Please copy each line of the records below that includes the word "image".

(Stored data entries)
★ ★ ★ ★ ★
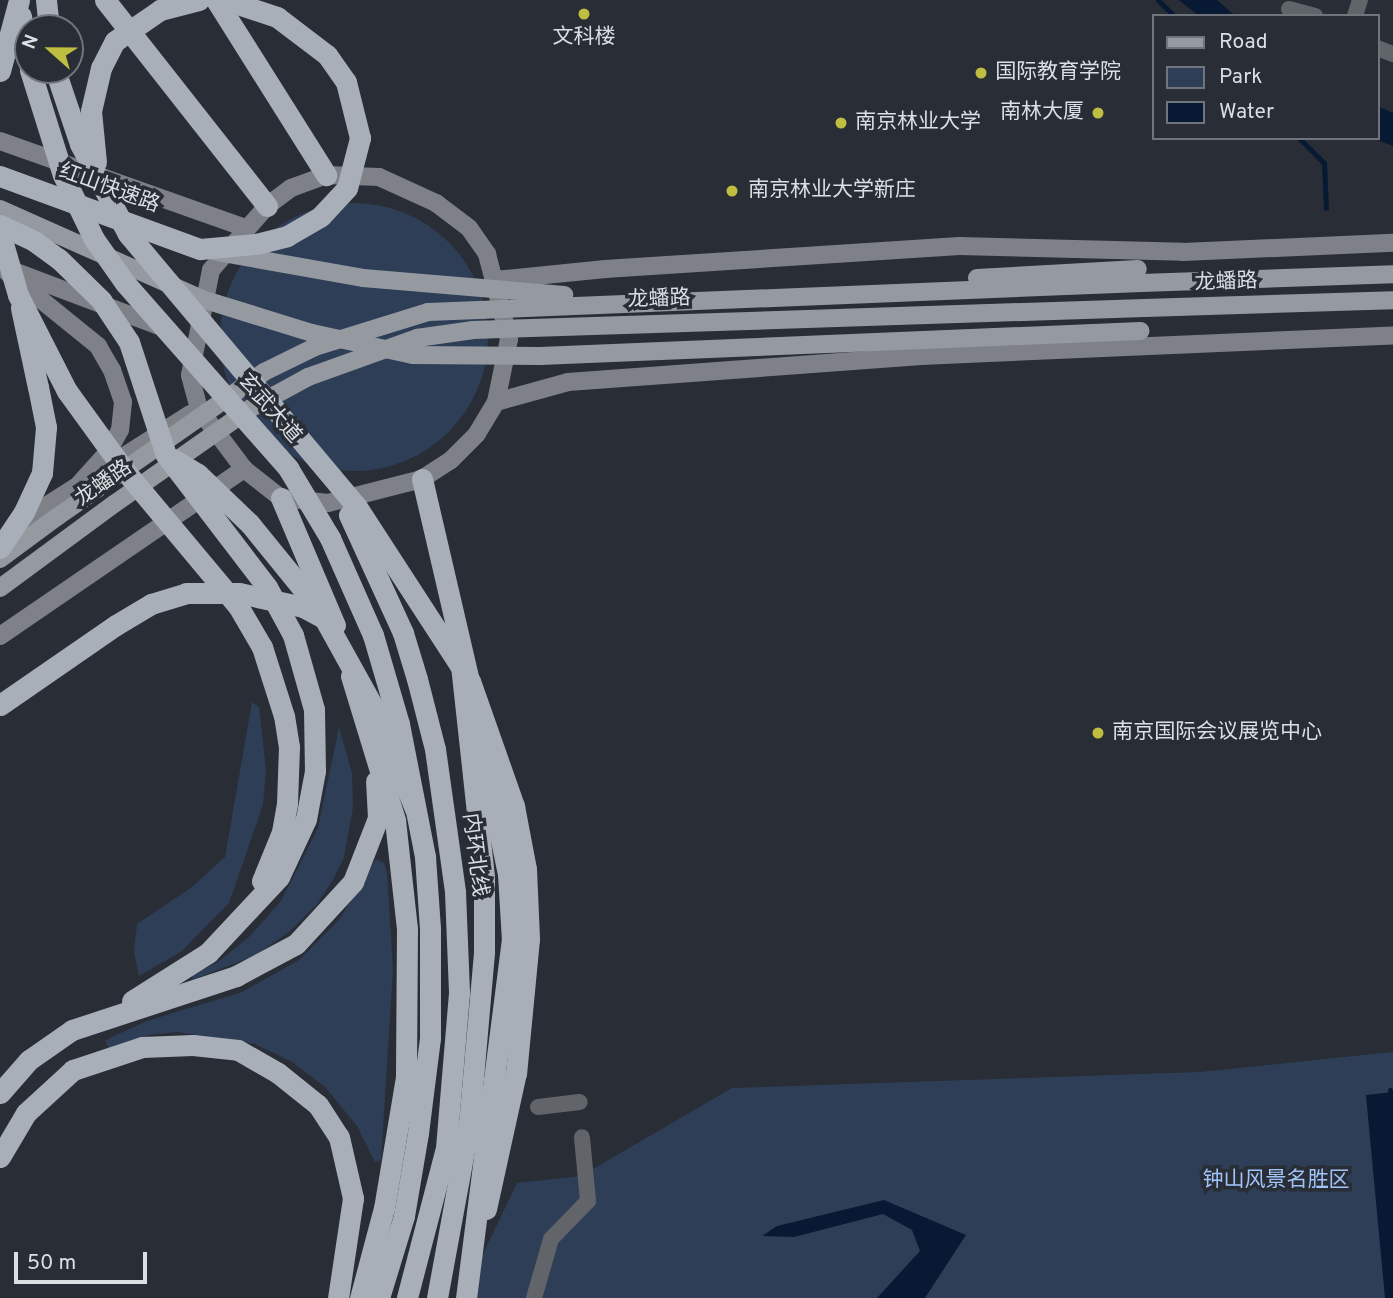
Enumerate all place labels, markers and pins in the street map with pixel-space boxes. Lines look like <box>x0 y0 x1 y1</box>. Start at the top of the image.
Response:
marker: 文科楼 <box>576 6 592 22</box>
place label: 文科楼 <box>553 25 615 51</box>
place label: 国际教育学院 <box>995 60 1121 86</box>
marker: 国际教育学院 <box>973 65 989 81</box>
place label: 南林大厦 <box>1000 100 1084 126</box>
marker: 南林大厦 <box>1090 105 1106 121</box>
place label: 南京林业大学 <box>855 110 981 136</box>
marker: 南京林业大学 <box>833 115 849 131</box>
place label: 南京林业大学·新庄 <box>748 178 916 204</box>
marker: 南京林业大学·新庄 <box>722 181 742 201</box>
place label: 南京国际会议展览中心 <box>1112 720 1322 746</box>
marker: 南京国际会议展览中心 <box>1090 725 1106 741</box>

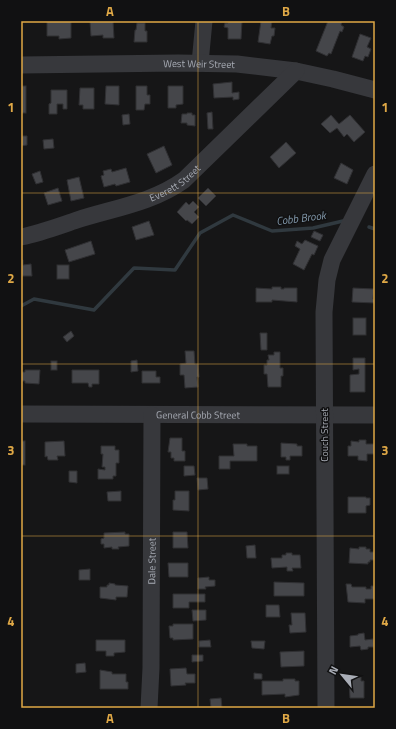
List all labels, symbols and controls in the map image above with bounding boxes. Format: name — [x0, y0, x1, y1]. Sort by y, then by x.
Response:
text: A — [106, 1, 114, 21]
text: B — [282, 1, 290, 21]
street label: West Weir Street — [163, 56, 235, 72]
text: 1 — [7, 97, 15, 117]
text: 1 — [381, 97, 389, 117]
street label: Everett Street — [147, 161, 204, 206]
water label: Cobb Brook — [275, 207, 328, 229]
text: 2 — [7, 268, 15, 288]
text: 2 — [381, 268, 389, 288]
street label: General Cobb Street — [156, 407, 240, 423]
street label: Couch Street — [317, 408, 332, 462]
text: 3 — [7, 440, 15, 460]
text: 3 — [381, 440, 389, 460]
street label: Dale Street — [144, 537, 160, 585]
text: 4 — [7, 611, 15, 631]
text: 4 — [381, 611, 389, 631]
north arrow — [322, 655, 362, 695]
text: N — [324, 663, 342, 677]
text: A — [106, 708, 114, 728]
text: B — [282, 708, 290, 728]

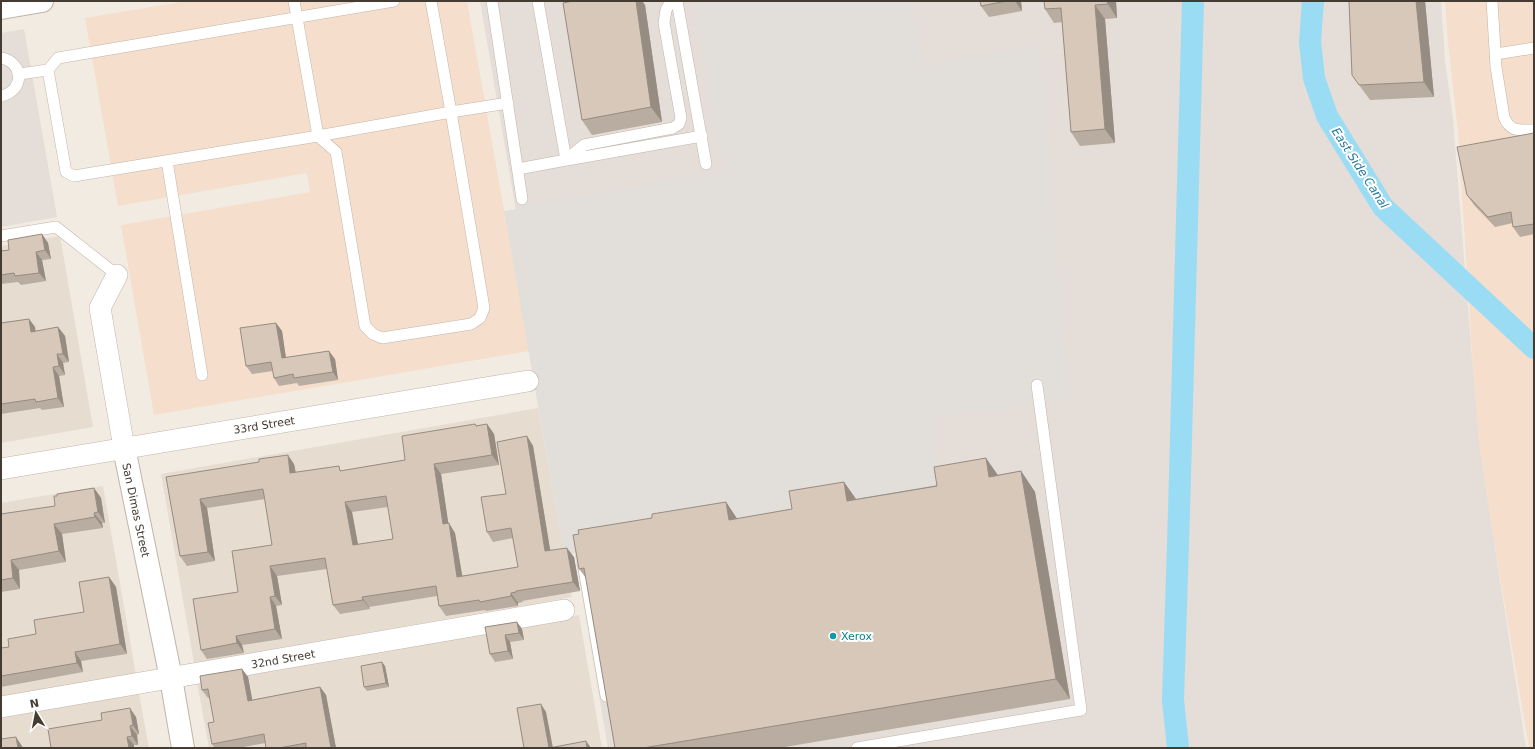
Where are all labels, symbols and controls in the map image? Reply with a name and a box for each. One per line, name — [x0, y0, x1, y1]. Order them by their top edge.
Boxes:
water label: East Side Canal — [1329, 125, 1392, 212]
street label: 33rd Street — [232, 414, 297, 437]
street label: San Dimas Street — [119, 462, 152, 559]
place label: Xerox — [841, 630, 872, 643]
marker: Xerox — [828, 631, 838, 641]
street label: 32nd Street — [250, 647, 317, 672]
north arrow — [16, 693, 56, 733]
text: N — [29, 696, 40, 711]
★ ★ ★ ★ ★
EXERCISE SOLUTION =>
Enumerate all place labels, markers and pins in the street map with pixel-space boxes. Lines look like <box>x0 y0 x1 y1</box>. Start at the top of the image.
List all labels, symbols and controls in the map image above with bounding boxes. Format: name — [x0, y0, x1, y1]. Sort by y, then by x.
Where are all labels, symbols and controls in the map image? Reply with a name and a box for each. One per line, name — [x0, y0, x1, y1]. Order them by their top edge.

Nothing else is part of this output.